INSTRUCTIONS FOR THE TASK:
Which lines come from the start of the records through the line that holds "height:24px; margin:-12px; padding:0"? Write them out word for word.
::: ENTRIES PROVIDED :::
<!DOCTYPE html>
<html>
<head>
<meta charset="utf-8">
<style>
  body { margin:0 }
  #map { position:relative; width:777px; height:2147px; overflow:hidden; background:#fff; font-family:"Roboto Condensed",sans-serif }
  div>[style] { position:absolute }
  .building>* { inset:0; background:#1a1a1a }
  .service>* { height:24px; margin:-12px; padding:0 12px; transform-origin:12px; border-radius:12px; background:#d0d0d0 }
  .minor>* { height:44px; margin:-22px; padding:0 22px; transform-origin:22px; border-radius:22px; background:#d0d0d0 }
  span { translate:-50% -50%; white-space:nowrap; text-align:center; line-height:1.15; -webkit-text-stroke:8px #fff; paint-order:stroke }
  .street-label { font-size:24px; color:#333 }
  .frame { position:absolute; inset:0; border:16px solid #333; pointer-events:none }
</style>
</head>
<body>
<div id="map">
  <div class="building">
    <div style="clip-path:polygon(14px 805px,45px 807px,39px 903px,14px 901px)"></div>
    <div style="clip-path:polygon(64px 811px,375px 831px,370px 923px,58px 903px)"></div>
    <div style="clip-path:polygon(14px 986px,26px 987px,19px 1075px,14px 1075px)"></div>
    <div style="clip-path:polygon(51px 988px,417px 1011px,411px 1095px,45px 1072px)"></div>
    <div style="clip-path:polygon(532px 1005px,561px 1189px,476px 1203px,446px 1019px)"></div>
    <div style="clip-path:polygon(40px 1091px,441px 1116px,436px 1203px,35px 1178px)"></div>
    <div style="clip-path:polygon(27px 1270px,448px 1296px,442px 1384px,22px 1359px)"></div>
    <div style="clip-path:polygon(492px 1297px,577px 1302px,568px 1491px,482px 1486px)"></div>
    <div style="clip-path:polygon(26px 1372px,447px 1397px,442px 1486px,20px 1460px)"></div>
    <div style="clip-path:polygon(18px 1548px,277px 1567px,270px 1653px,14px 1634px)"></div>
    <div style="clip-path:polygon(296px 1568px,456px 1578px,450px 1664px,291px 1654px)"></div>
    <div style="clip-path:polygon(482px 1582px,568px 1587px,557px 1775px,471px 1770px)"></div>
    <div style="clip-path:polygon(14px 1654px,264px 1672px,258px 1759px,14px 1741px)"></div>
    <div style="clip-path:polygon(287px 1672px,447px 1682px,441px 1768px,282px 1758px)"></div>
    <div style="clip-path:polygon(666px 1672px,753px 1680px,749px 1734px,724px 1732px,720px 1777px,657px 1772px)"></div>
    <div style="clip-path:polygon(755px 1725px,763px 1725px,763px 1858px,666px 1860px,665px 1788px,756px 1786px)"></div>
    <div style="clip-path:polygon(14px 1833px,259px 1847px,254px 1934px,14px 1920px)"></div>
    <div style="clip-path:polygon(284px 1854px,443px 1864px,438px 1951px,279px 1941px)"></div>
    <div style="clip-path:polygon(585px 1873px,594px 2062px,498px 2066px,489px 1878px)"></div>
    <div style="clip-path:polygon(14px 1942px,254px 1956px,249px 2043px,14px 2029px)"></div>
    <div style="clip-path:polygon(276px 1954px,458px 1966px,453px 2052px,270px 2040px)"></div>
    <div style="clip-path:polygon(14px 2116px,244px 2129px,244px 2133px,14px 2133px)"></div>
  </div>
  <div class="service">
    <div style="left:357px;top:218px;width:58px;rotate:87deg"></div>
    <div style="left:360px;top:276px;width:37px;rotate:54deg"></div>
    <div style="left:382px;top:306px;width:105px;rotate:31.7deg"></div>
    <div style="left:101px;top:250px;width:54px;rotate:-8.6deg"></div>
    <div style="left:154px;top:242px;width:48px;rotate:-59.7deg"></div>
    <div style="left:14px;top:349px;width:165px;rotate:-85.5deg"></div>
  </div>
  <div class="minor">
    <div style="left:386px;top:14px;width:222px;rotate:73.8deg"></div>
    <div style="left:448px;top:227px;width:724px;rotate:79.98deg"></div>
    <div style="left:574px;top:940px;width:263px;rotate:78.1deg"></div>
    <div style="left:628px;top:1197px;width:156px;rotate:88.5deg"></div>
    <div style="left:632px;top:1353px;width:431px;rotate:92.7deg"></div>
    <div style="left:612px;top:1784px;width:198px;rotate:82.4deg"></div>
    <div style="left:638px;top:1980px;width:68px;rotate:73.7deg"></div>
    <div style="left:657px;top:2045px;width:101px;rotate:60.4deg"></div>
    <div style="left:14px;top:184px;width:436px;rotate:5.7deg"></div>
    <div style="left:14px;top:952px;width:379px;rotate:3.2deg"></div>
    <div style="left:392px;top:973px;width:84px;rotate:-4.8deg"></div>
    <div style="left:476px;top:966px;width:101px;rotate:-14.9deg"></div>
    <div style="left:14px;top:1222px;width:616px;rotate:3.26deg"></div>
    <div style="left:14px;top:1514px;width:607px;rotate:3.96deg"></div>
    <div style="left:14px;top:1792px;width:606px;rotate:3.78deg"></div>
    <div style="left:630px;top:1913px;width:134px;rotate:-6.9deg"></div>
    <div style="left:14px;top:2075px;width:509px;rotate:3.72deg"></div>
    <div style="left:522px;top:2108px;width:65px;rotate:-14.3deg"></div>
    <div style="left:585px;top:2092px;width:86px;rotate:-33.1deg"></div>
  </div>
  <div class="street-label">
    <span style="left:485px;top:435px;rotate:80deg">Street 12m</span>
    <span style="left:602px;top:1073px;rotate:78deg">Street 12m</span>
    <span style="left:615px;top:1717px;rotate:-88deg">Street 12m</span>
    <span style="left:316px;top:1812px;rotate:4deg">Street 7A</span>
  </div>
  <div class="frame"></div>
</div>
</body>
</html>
:::
SOLUTION TO THIS TASK:
<!DOCTYPE html>
<html>
<head>
<meta charset="utf-8">
<style>
  body { margin:0 }
  #map { position:relative; width:777px; height:2147px; overflow:hidden; background:#fff; font-family:"Roboto Condensed",sans-serif }
  div>[style] { position:absolute }
  .building>* { inset:0; background:#1a1a1a }
  .service>* { height:24px; margin:-12px; padding:0 12px; transform-origin:12px; border-radius:12px; background:#d0d0d0 }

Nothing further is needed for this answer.